*Problem details:*
An exact transcription of the lines below, from the first through the one containing "g.font = font", is the only output wanted.

*Input for this task:*
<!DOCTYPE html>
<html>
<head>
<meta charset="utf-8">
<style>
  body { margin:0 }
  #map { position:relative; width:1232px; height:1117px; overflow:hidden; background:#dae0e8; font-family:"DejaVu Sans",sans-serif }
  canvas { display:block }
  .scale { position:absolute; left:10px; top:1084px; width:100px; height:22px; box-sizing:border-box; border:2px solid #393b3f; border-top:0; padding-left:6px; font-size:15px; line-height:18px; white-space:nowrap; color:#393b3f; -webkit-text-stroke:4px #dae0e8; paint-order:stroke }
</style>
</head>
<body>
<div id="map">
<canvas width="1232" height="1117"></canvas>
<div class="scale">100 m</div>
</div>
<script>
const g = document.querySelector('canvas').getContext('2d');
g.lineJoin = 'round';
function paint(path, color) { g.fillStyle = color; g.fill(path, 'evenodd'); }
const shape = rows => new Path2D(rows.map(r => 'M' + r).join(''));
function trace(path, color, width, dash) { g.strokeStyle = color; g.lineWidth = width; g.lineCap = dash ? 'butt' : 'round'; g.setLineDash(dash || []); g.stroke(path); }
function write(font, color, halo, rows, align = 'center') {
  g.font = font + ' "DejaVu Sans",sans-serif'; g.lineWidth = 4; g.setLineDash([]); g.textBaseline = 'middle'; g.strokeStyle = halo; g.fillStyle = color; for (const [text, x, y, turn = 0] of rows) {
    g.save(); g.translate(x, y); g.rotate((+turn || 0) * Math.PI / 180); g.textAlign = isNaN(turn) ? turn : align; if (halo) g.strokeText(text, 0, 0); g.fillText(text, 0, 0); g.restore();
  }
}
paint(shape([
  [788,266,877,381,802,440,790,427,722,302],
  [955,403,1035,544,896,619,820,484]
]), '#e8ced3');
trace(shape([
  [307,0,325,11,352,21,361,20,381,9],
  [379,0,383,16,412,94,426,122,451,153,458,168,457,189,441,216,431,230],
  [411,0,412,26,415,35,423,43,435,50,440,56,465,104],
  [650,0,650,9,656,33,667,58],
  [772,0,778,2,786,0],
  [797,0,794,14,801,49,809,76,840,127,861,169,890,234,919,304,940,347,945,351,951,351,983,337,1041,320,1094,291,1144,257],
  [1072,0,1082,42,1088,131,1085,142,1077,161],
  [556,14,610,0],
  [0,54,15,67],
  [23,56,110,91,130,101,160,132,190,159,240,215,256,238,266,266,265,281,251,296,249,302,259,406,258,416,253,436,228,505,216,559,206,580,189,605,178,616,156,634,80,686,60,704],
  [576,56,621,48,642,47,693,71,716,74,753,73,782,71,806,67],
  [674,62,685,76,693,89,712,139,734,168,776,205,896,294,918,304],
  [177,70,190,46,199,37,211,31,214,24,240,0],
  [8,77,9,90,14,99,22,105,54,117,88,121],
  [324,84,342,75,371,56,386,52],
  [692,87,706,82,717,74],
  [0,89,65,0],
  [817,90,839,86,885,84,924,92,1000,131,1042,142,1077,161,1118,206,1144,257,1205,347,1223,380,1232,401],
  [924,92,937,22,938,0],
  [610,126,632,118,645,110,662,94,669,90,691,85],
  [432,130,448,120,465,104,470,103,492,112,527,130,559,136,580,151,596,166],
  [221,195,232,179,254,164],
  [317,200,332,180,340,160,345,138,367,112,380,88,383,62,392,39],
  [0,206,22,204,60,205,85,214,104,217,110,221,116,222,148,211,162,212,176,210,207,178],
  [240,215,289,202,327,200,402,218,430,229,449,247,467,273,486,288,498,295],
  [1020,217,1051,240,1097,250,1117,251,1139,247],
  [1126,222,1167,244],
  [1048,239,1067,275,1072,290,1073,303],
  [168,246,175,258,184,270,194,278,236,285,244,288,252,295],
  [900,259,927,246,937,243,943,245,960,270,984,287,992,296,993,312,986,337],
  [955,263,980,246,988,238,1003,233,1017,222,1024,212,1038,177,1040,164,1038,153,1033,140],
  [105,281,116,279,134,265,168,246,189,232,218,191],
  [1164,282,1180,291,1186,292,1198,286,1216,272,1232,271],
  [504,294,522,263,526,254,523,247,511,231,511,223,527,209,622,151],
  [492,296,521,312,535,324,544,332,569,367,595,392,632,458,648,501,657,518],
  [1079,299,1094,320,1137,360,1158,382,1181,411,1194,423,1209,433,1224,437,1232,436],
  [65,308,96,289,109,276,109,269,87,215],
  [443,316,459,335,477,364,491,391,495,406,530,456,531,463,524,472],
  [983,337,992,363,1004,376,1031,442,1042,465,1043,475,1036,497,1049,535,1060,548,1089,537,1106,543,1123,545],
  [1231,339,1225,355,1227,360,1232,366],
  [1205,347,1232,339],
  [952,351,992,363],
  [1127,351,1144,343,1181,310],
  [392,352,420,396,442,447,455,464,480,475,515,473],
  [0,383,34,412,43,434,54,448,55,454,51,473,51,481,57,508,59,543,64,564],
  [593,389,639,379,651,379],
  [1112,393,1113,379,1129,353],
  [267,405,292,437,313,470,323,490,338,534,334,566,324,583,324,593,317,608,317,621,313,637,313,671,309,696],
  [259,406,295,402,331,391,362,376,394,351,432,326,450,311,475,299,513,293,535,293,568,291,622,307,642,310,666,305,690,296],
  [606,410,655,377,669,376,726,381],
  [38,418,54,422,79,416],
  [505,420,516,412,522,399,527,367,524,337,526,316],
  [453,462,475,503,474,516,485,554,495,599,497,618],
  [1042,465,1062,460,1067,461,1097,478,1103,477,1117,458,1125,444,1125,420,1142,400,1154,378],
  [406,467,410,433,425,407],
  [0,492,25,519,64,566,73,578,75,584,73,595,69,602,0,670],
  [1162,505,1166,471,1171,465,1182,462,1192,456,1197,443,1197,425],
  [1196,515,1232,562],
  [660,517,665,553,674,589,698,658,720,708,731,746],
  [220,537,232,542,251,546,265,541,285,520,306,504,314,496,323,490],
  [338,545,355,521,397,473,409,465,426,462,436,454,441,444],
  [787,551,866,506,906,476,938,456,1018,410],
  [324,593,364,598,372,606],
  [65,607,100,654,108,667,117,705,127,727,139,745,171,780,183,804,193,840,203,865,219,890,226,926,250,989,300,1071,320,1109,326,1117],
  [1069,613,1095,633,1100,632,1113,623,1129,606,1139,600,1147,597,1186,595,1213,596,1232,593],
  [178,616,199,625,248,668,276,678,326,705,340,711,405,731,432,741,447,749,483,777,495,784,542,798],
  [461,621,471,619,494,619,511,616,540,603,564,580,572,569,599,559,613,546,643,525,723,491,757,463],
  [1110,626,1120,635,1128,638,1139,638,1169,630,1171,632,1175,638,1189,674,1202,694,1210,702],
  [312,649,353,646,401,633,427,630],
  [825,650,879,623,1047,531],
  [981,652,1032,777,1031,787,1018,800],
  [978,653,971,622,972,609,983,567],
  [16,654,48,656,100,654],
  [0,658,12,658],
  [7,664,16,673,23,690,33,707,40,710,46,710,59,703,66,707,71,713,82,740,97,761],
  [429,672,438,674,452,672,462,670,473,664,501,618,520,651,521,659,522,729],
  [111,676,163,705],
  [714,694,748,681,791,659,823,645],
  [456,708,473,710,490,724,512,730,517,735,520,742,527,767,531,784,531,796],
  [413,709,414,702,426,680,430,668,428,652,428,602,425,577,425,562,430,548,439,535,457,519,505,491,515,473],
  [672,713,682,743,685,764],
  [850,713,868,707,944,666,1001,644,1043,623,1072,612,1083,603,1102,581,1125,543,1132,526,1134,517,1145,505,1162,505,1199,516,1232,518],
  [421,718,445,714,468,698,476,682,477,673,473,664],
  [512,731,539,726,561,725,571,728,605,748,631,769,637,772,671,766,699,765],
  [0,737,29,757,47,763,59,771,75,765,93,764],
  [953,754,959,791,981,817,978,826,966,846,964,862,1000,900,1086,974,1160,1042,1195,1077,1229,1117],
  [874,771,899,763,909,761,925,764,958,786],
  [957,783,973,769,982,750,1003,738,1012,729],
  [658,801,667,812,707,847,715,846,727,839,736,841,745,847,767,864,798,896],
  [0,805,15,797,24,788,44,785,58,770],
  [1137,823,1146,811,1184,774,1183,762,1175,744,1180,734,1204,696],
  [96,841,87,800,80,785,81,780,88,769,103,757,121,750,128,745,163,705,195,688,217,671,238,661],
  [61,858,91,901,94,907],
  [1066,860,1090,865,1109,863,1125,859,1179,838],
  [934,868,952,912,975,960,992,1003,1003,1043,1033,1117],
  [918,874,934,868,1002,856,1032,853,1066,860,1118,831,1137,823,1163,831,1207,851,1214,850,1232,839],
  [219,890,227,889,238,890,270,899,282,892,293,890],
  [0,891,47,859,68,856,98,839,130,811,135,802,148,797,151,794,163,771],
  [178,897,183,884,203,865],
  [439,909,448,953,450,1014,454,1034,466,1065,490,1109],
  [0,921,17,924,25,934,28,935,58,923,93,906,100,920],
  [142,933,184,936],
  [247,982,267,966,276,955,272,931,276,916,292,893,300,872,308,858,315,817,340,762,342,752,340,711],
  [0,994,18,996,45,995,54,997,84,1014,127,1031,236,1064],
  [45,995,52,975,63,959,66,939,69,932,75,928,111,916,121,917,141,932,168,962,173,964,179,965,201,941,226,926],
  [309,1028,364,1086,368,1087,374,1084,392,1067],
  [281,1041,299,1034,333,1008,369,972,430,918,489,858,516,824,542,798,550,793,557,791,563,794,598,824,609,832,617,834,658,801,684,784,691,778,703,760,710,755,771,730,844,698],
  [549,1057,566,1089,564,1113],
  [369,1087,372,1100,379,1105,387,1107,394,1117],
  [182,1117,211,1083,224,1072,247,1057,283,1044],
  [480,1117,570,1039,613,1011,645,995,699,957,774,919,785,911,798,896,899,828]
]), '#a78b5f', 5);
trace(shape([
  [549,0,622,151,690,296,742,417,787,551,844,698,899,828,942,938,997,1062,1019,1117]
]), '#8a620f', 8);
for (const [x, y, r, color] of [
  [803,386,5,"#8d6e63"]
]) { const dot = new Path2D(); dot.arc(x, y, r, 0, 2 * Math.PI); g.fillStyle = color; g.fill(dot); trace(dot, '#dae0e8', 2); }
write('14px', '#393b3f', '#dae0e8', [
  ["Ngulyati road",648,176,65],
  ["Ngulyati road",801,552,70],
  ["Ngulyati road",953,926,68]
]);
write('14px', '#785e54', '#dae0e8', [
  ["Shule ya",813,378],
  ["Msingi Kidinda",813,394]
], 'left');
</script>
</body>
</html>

*Answer box:*
<!DOCTYPE html>
<html>
<head>
<meta charset="utf-8">
<style>
  body { margin:0 }
  #map { position:relative; width:1232px; height:1117px; overflow:hidden; background:#dae0e8; font-family:"DejaVu Sans",sans-serif }
  canvas { display:block }
  .scale { position:absolute; left:10px; top:1084px; width:100px; height:22px; box-sizing:border-box; border:2px solid #393b3f; border-top:0; padding-left:6px; font-size:15px; line-height:18px; white-space:nowrap; color:#393b3f; -webkit-text-stroke:4px #dae0e8; paint-order:stroke }
</style>
</head>
<body>
<div id="map">
<canvas width="1232" height="1117"></canvas>
<div class="scale">100 m</div>
</div>
<script>
const g = document.querySelector('canvas').getContext('2d');
g.lineJoin = 'round';
function paint(path, color) { g.fillStyle = color; g.fill(path, 'evenodd'); }
const shape = rows => new Path2D(rows.map(r => 'M' + r).join(''));
function trace(path, color, width, dash) { g.strokeStyle = color; g.lineWidth = width; g.lineCap = dash ? 'butt' : 'round'; g.setLineDash(dash || []); g.stroke(path); }
function write(font, color, halo, rows, align = 'center') {
  g.font = font + ' "DejaVu Sans",sans-serif'; g.lineWidth = 4; g.setLineDash([]); g.textBaseline = 'middle'; g.strokeStyle = halo; g.fillStyle = color; for (const [text, x, y, turn = 0] of rows) {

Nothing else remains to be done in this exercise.